J’ai écrit cet événement de vie, le 15 septembre 1995, peu de temps après mon arrivée. À le relire, il a une double symbolique : celle d’une culture technique, d’une pratique professionnelle qui perdure au-delà des âges, des instants et des lieux et qui intéresse mes recherches actuelles et puis, surtout, celle de l’avènement à ma mémoire de toute cette enfance antillaise masquée de la Garonne que j’avais mise de côté depuis si longtemps. Je suis né d’un père d’origine martiniquaise, de couleur noire, et d’une mère d’origine normande, de couleur blanche. La différence, l’hétérogène font partie de ma vie. Ils ont dès l’enfance, constitué les difficultés et les ressorts positifs de ma présence au monde.

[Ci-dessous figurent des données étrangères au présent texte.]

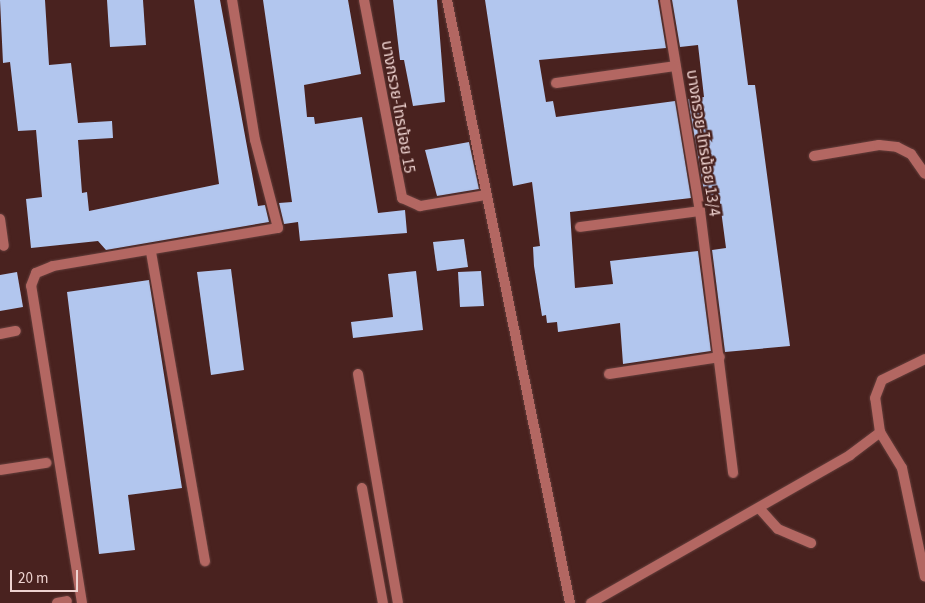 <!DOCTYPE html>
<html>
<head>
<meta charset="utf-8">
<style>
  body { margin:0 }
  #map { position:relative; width:925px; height:603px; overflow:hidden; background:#49221f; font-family:"Source Sans 3","Noto Sans Thai",sans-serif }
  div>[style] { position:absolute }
  .building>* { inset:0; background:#b2c6ee }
  .roads { filter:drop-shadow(0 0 1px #633e3b) drop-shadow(0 0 1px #633e3b) }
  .lane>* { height:10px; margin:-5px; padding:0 5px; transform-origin:5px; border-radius:5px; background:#b36762 }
  .street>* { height:10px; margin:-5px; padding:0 5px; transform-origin:5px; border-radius:5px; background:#b36762 }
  span { translate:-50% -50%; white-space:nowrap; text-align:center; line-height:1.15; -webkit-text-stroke:5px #49221f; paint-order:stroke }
  .street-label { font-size:16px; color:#eed3d0 }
  .scale { position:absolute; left:10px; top:570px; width:68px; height:22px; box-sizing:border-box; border:2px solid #eed3d0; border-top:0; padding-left:6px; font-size:15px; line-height:18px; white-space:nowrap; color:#eed3d0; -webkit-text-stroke:4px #49221f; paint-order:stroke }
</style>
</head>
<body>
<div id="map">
  <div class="building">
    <i style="clip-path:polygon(0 0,45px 0,49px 65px,71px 63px,78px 123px,112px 121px,113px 138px,78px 140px,82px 193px,87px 192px,89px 211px,219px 184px,194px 0,220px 0,258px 206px,265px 205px,269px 222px,106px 250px,98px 241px,31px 248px,26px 199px,42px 197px,36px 130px,18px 131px,10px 62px,3px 63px)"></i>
    <i style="clip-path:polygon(107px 0,143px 0,146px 45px,110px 47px)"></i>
    <i style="clip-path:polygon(263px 0,348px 0,361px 74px,304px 85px,307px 117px,314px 117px,315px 124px,362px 117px,378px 213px,405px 210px,407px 233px,300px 241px,298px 222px,284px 224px,279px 203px,292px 202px)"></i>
    <i style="clip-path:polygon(393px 0,437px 0,445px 102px,413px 106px,404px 60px,400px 60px)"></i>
    <i style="clip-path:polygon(485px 0,658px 0,666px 48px,539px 60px,546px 102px,553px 101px,556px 117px,675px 101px,691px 198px,570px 212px,575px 288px,613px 284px,610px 261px,698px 251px,711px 351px,623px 364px,620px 323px,558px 332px,557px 322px,547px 323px,546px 315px,542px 316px,534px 266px,533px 247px,540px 246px,532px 182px,513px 186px)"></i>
    <i style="clip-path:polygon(672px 0,737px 0,748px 85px,755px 85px,790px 346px,725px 352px,712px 250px,726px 248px,719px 195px,705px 197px,688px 99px,704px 97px,698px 45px,680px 47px)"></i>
    <i style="clip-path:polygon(469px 142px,479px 189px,437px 196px,425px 150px)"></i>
    <i style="clip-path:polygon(464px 239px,468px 267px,437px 271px,433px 242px)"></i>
    <i style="clip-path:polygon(231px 269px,244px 370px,211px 375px,197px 272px)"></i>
    <i style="clip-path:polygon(416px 271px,423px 330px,353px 338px,351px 322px,393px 317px,388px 274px)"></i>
    <i style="clip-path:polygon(481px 271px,484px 306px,460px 307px,458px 272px)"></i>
    <i style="clip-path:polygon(17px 272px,23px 307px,0 311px,0 275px)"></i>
    <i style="clip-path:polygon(149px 280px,182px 488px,128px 495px,135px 550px,99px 554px,67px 292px)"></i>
  </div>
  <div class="roads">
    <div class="lane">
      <i style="left:759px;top:508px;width:28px;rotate:48deg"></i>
      <i style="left:778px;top:529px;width:36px;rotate:23deg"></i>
    </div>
    <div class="street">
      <i style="left:364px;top:0;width:202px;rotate:79.1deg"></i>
      <i style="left:402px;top:198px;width:20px;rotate:24deg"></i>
      <i style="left:420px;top:206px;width:67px;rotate:-9.5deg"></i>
      <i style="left:447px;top:0;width:615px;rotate:78.47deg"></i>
      <i style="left:665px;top:0;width:214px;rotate:80.6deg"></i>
      <i style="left:700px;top:211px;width:264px;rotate:82.8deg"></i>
      <i style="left:556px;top:83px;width:120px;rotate:-8.1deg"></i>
      <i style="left:814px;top:156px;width:66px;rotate:-9.6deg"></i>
      <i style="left:879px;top:145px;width:18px;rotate:6deg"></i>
      <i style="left:897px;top:147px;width:16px;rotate:27deg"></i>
      <i style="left:911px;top:154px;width:24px;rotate:55deg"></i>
      <i style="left:0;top:219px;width:27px;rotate:82deg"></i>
      <i style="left:580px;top:227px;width:121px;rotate:-7.6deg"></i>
      <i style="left:151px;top:252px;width:314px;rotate:80.1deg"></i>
      <i style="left:0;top:334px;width:16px;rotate:-11deg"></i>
      <i style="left:358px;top:374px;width:232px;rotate:80.1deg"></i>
      <i style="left:609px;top:374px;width:112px;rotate:-8.7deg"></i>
      <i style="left:880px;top:432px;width:42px;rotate:58.6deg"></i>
      <i style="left:902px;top:468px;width:111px;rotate:78.1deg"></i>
      <i style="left:0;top:470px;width:47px;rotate:-8.7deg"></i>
      <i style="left:362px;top:488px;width:117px;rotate:79.7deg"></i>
      <i style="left:57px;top:603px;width:10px;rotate:-11deg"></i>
      <i style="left:82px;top:603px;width:321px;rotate:-99.1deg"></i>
      <i style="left:31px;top:286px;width:14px;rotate:-69deg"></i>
      <i style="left:36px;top:273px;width:18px;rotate:-22deg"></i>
      <i style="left:53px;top:266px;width:228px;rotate:-9.6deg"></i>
      <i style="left:278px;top:228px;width:91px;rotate:-104.6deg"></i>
      <i style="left:255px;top:140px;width:142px;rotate:-99.3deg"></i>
      <i style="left:591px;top:603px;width:298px;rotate:-29.7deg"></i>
      <i style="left:850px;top:455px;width:38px;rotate:-37deg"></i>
      <i style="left:880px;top:432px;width:34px;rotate:-98deg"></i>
      <i style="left:875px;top:398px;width:19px;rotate:-69deg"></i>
      <i style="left:882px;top:380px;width:48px;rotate:-26deg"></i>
    </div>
  </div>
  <div class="street-label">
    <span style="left:398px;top:107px;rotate:80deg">บางกรวย-ไทรน้อย 15</span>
    <span style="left:703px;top:143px;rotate:81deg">บางกรวย-ไทรน้อย 13/4</span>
  </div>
  <div class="scale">20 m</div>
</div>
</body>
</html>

Ils ont médié ma vie et ils me servent à la médier. Tant et si bien que je ne me sens aucun mérite à me vêtir si facilement de ces habits de médiateur si importants dans le domaine de la recherche-action ou de la recherche-intervention.

Hélène
1er septembre 1975, après trois années passées à la Direction Départementale de Jeunesse et des Sports à Caen et une année de service militaire, je vais enfin prendre en main ma première classe de lycée, à Bayeux, célèbre pour sa tapisserie et le discours du Général De Gaulle qui a suivi le débarquement des alliés du 6 juin 1945. En 1971, après le CAPEPS j’avais été nommé à Caen, ma ville, mais pas dans un lycée ou un collège. Mon désir d’exercer mon métier de professeur d’EPS dans une structure scolaire est enfin exaucé. La classe de quatrième est là, au grand complet à la porte du gymnase. Elle attend le nouveau « prof de gym ». On ne disait pas encore « prof de sport ». Le titre de « prof d’EPS » a toujours eu du mal à s’imposer face à ces deux expressions, probablement pour cette discipline scolaire la prégnance de la pratique sur les principes, de la pratique sur les mots. Hélène, petite, blonde, pétillante, pleine de vie, est en tête ou plutôt à la tête du groupe d’élèves. Tout au long du chemin qui mène au stade Henri Jeanne elle me prend en main. Elle m’interroge sur les activités programmées, m’indique celles qu’elle préfère, me décrit la vie au lycée, à Bayeux. Qui a pris la classe en main ? Qui a pris l’autre en main ce jour-là ? Ce moment-là fut une rencontre. La prise en main de ma première classe est passée par l’alchimie d’une rencontre et d’un dialogue dont je ne sais pas qui en a tissé les fils. Le professeur d’expérience que je suis devenu découvrira que la prise en main d’une classe, son contrôle et le contrôle de soi face aux évènements de la classe, passe souvent par une rencontre privilégiée, positive ou conflictuelle, avec un (e), deux, trois élèves seulement d’une classe.

Cédric
30 Juillet 2008 – Un courriel !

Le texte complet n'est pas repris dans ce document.